◆ Directions
Repeat only these lines, exactly: the first line of the data, the line containing "width:16px; height:16px; translate:-50%", and every line between them. Pictures stay out.

◆ Records provided
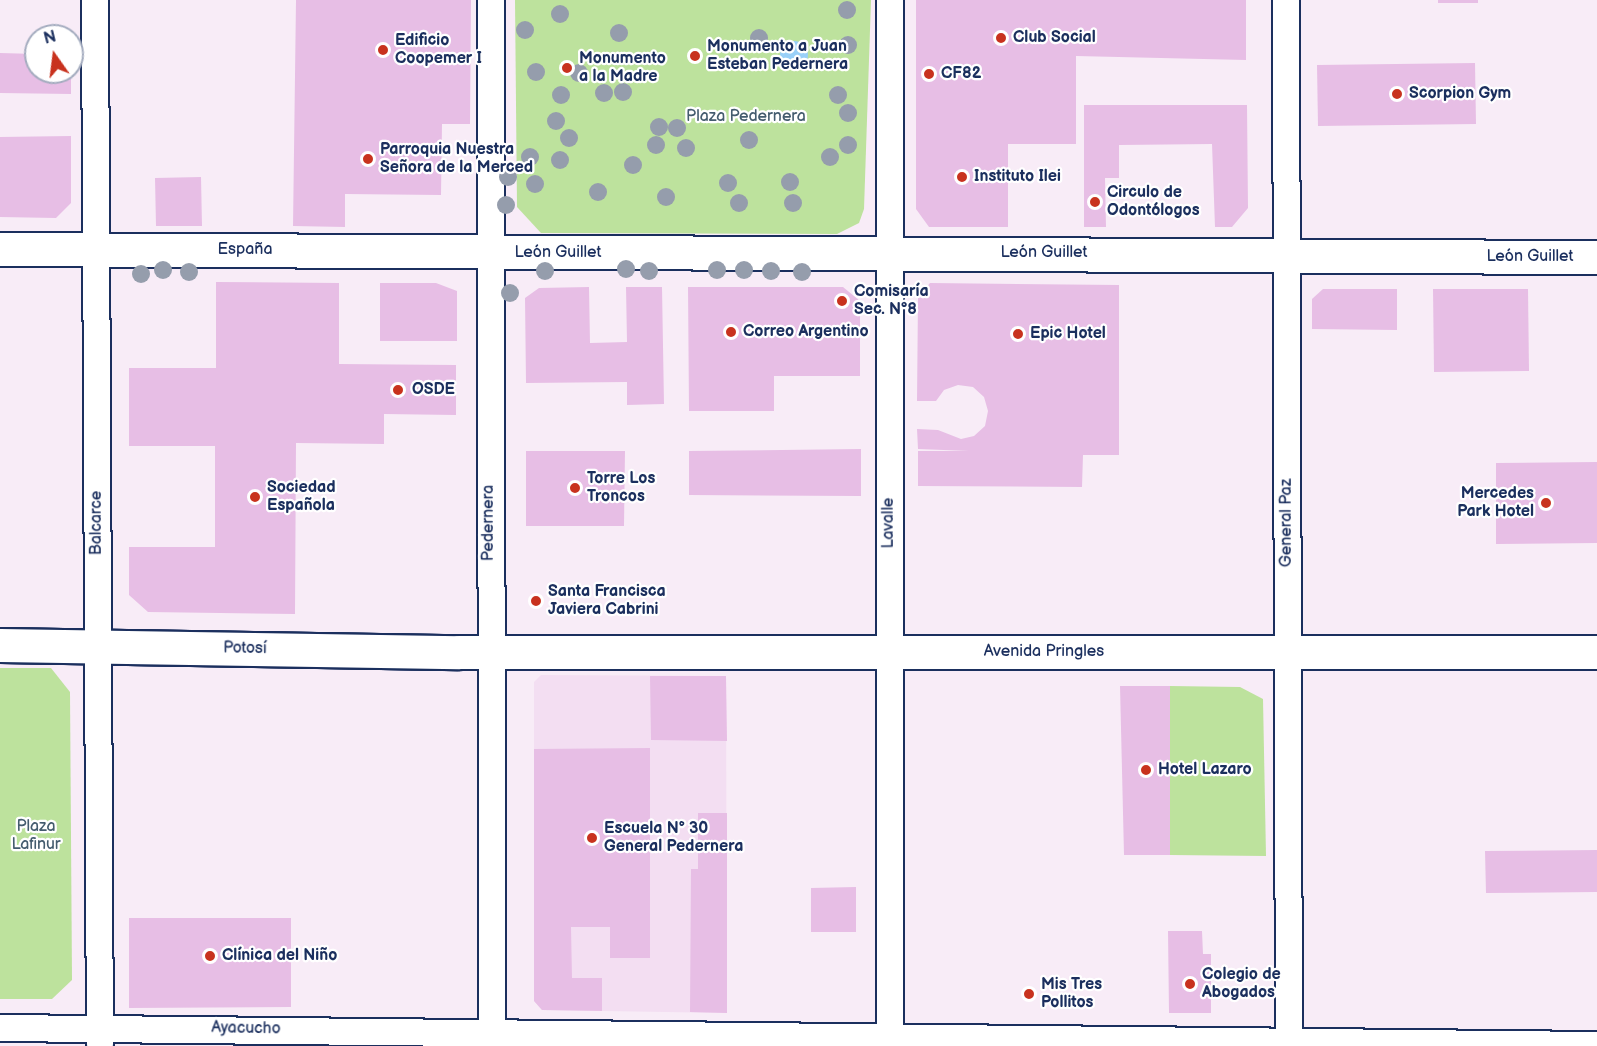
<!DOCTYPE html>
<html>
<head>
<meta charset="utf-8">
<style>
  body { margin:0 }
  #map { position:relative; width:1597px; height:1046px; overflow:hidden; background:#f8ecf7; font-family:"Balsamiq Sans",sans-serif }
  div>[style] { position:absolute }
  .built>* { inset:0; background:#f3def2 }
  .green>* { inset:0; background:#bde29d }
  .water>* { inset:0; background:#99d0f8 }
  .round { border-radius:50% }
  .building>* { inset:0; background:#e7bee5 }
  .roads { filter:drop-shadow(2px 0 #1b2f5e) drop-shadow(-2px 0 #1b2f5e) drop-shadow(0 2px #1b2f5e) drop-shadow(0 -2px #1b2f5e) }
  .street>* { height:26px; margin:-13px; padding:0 13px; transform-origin:13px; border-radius:13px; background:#fff }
  .secondary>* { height:33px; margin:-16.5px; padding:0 16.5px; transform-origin:16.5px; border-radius:16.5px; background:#fff }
  .trees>* { width:18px; height:18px; margin:-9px; border-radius:50%; background:#959dac }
  .dots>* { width:16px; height:16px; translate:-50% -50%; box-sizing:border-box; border:3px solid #fff; border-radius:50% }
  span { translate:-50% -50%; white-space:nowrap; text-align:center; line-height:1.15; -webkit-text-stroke:4.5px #fff; paint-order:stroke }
  .poi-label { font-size:16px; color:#1b2f5e; font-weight:700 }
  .left { translate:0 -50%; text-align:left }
  .right { translate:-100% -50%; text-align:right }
  .park-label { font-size:16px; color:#445c6e }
  .street-label { font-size:16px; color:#1b2f5e }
  .north { position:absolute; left:24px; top:24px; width:60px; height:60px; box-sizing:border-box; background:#fff; border:2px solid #a4acbf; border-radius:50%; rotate:346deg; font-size:16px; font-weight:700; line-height:24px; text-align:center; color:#1b2f5e }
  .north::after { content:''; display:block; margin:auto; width:21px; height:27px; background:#c8321e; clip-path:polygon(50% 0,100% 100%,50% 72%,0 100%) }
</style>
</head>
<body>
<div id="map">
  <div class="built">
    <i style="clip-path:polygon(541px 675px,726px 676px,727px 1013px,542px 1010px,534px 1001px,534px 682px)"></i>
  </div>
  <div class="green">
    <i style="clip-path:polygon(515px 0,871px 0,864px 209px,859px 223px,837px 234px,541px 233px,517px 207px)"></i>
    <i style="clip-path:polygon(0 668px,51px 668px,70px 692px,72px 980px,52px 999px,0 999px)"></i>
    <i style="clip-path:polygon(1170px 686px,1240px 687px,1263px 699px,1266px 856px,1170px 855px)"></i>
  </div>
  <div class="water">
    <i class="round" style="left:780px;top:41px;width:28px;height:28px"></i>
  </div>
  <div class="building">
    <i style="clip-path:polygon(296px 0,471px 0,470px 124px,442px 124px,441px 195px,345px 194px,345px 227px,293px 226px)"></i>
    <i style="clip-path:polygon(916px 0,1246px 0,1246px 60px,1076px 56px,1076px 144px,1008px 144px,1008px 227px,929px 227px,916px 209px)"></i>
    <i style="clip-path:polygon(1438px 0,1478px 0,1478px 3px,1438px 3px)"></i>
    <i style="clip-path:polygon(0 53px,36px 54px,36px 72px,71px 72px,71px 94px,0 93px)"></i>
    <i style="clip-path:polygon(1475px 63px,1476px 124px,1318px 126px,1317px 65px)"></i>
    <i style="clip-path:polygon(1084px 105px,1247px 105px,1248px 208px,1232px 227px,1215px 227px,1212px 144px,1119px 145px,1119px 178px,1105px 178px,1106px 227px,1084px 227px)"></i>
    <i style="clip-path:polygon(71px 136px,71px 203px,56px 218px,0 217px,0 137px)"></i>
    <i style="clip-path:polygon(201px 177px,202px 226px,156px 226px,155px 178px)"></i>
    <i style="clip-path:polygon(216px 282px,339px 283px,339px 364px,456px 365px,456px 415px,384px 414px,384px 444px,296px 443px,295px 614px,148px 612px,129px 595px,129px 547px,215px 547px,215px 446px,129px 446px,129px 368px,216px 368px)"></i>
    <i style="clip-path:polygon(380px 283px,436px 283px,457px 291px,457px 341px,380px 341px)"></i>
    <i style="clip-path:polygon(930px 283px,1119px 285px,1119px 455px,1083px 455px,1082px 487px,918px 486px,918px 451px,969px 451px,918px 449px,917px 429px,938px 430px,961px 439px,974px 436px,985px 426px,988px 411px,984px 397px,973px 387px,958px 385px,944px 390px,936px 401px,917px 401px,918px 297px)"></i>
    <i style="clip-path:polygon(589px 287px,590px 343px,627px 342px,626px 287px,662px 287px,664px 404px,627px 405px,627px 382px,526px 383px,525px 298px,539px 288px)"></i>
    <i style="clip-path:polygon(688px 287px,843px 287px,860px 301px,860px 376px,774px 376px,774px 411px,689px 411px)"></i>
    <i style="clip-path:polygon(1323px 289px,1397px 289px,1397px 330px,1312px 329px,1312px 299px)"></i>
    <i style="clip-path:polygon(1433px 289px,1528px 289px,1529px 371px,1434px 372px)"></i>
    <i style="clip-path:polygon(861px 449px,861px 496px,689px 495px,689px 451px)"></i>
    <i style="clip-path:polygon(526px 451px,625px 451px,624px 526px,526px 526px)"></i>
    <i style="clip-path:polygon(1597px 462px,1597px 543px,1496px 544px,1496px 463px)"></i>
    <i style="clip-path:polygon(650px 676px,726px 676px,727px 741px,651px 740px)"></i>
    <i style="clip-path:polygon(1120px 686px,1170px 686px,1170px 855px,1124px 855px)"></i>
    <i style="clip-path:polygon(650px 748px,650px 958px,610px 958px,610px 927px,571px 927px,572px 978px,602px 978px,602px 1011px,542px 1010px,534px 1001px,534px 749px)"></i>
    <i style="clip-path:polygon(698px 813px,727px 813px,727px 1013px,690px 1012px,691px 869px,698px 869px)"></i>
    <i style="clip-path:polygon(1597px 850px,1597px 892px,1486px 893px,1485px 851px)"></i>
    <i style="clip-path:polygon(856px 887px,856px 932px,811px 932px,811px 888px)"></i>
    <i style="clip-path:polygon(129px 918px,291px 918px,291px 1007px,129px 1008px)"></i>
    <i style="clip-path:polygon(1168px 931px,1202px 931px,1203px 954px,1211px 954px,1211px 1013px,1169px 1013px)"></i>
  </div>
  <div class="roads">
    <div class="street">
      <i style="left:95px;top:0;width:1044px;rotate:89.73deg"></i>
      <i style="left:491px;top:0;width:1046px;rotate:89.95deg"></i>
      <i style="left:890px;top:0;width:1046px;rotate:90deg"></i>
      <i style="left:1286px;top:0;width:1046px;rotate:89.84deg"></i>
      <i style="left:0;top:1028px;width:1597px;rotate:0.61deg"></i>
    </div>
    <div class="secondary">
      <i style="left:0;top:249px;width:1597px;rotate:0.29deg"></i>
      <i style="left:0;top:645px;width:459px;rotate:0.9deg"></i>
      <i style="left:459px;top:652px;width:1138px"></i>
    </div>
  </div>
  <div class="trees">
    <i style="left:847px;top:10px"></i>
    <i style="left:560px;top:14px"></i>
    <i style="left:525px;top:30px"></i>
    <i style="left:619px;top:33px"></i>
    <i style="left:759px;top:38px"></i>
    <i style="left:848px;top:45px"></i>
    <i style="left:536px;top:72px"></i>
    <i style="left:579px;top:73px"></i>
    <i style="left:623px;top:92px"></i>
    <i style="left:604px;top:93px"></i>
    <i style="left:561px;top:95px"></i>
    <i style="left:838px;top:95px"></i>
    <i style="left:848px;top:113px"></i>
    <i style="left:556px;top:121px"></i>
    <i style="left:659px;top:127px"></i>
    <i style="left:677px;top:128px"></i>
    <i style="left:569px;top:138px"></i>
    <i style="left:749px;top:140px"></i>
    <i style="left:656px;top:145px"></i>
    <i style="left:848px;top:145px"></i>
    <i style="left:686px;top:148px"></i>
    <i style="left:530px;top:157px"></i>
    <i style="left:830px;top:157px"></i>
    <i style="left:560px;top:160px"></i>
    <i style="left:633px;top:165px"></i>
    <i style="left:508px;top:177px"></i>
    <i style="left:790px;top:182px"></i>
    <i style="left:728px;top:183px"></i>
    <i style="left:535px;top:184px"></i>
    <i style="left:598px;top:192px"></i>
    <i style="left:666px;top:197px"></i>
    <i style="left:739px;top:203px"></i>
    <i style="left:793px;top:203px"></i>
    <i style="left:506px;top:205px"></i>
    <i style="left:626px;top:269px"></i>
    <i style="left:163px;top:270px"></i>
    <i style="left:717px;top:270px"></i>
    <i style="left:744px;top:270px"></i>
    <i style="left:545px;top:271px"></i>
    <i style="left:649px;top:271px"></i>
    <i style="left:771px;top:271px"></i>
    <i style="left:189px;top:272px"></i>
    <i style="left:802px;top:272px"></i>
    <i style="left:141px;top:274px"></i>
    <i style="left:510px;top:293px"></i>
  </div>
  <div class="dots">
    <i style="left:1001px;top:38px;background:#c8321e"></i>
    <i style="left:383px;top:50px;background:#c8321e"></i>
    <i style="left:695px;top:56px;background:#c8321e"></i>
    <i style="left:567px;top:68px;background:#c8321e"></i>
    <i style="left:929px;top:74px;background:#c8321e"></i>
    <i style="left:1397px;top:94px;background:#c8321e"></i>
    <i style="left:368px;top:159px;background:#c8321e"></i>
    <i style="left:962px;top:177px;background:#c8321e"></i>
    <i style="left:1095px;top:202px;background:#c8321e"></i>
    <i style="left:842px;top:301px;background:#c8321e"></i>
    <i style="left:731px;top:332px;background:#c8321e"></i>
    <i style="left:1018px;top:334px;background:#c8321e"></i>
    <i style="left:398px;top:390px;background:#c8321e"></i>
    <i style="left:575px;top:488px;background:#c8321e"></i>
    <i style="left:255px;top:497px;background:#c8321e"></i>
    <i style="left:1546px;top:503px;background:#c8321e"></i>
    <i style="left:536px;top:601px;background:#c8321e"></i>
    <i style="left:1146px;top:770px;background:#c8321e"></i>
    <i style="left:592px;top:838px;background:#c8321e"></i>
    <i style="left:210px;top:956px;background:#c8321e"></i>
    <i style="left:1190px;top:984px;background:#c8321e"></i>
    <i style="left:1029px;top:994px;background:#c8321e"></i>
  </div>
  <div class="poi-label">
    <span class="left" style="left:1013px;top:38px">Club Social</span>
    <span class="left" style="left:395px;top:50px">Edificio<br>Coopemer I</span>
    <span class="left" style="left:707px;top:56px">Monumento a Juan<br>Esteban Pedernera</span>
    <span class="left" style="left:579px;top:68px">Monumento<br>a la Madre</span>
    <span class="left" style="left:941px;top:74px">CF82</span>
    <span class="left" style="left:1409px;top:94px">Scorpion Gym</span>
    <span class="left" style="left:380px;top:159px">Parroquia Nuestra<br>Señora de la Merced</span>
    <span class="left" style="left:974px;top:177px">Instituto Ilei</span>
    <span class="left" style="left:1107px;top:202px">Circulo de<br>Odontólogos</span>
    <span class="left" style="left:854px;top:301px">Comisaría<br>Sec. Nº8</span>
    <span class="left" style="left:743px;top:332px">Correo Argentino</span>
    <span class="left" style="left:1030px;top:334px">Epic Hotel</span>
    <span class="left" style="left:412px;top:390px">OSDE</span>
    <span class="left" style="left:587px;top:488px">Torre Los<br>Troncos</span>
    <span class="left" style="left:267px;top:497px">Sociedad<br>Española</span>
    <span class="right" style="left:1534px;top:503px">Mercedes<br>Park Hotel</span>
    <span class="left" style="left:548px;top:601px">Santa Francisca<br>Javiera Cabrini</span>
    <span class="left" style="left:1158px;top:770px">Hotel Lazaro</span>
    <span class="left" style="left:604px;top:838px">Escuela N° 30<br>General Pedernera</span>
    <span class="left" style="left:222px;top:956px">Clínica del Niño</span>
    <span class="left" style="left:1202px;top:984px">Colegio de<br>Abogados</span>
    <span class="left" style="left:1041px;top:994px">Mis Tres<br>Pollitos</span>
  </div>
  <div class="park-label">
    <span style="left:746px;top:117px">Plaza Pedernera</span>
    <span style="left:36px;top:836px">Plaza<br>Lafinur</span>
  </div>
  <div class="street-label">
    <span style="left:245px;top:250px">España</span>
    <span style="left:558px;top:253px">León Guillet</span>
    <span style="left:1044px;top:253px">León Guillet</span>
    <span style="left:1530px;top:257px">León Guillet</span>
    <span style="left:97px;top:523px;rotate:-90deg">Balcarce</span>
    <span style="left:489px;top:523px;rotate:-90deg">Pedernera</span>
    <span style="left:889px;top:523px;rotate:-90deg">Lavalle</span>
    <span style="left:1287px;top:523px;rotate:-90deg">General Paz</span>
    <span style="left:245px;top:649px;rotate:1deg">Potosí</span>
    <span style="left:1044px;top:652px">Avenida Pringles</span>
    <span style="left:246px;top:1029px;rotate:1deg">Ayacucho</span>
  </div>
  <div class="north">N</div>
</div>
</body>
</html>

◆ Output for this task
<!DOCTYPE html>
<html>
<head>
<meta charset="utf-8">
<style>
  body { margin:0 }
  #map { position:relative; width:1597px; height:1046px; overflow:hidden; background:#f8ecf7; font-family:"Balsamiq Sans",sans-serif }
  div>[style] { position:absolute }
  .built>* { inset:0; background:#f3def2 }
  .green>* { inset:0; background:#bde29d }
  .water>* { inset:0; background:#99d0f8 }
  .round { border-radius:50% }
  .building>* { inset:0; background:#e7bee5 }
  .roads { filter:drop-shadow(2px 0 #1b2f5e) drop-shadow(-2px 0 #1b2f5e) drop-shadow(0 2px #1b2f5e) drop-shadow(0 -2px #1b2f5e) }
  .street>* { height:26px; margin:-13px; padding:0 13px; transform-origin:13px; border-radius:13px; background:#fff }
  .secondary>* { height:33px; margin:-16.5px; padding:0 16.5px; transform-origin:16.5px; border-radius:16.5px; background:#fff }
  .trees>* { width:18px; height:18px; margin:-9px; border-radius:50%; background:#959dac }
  .dots>* { width:16px; height:16px; translate:-50% -50%; box-sizing:border-box; border:3px solid #fff; border-radius:50% }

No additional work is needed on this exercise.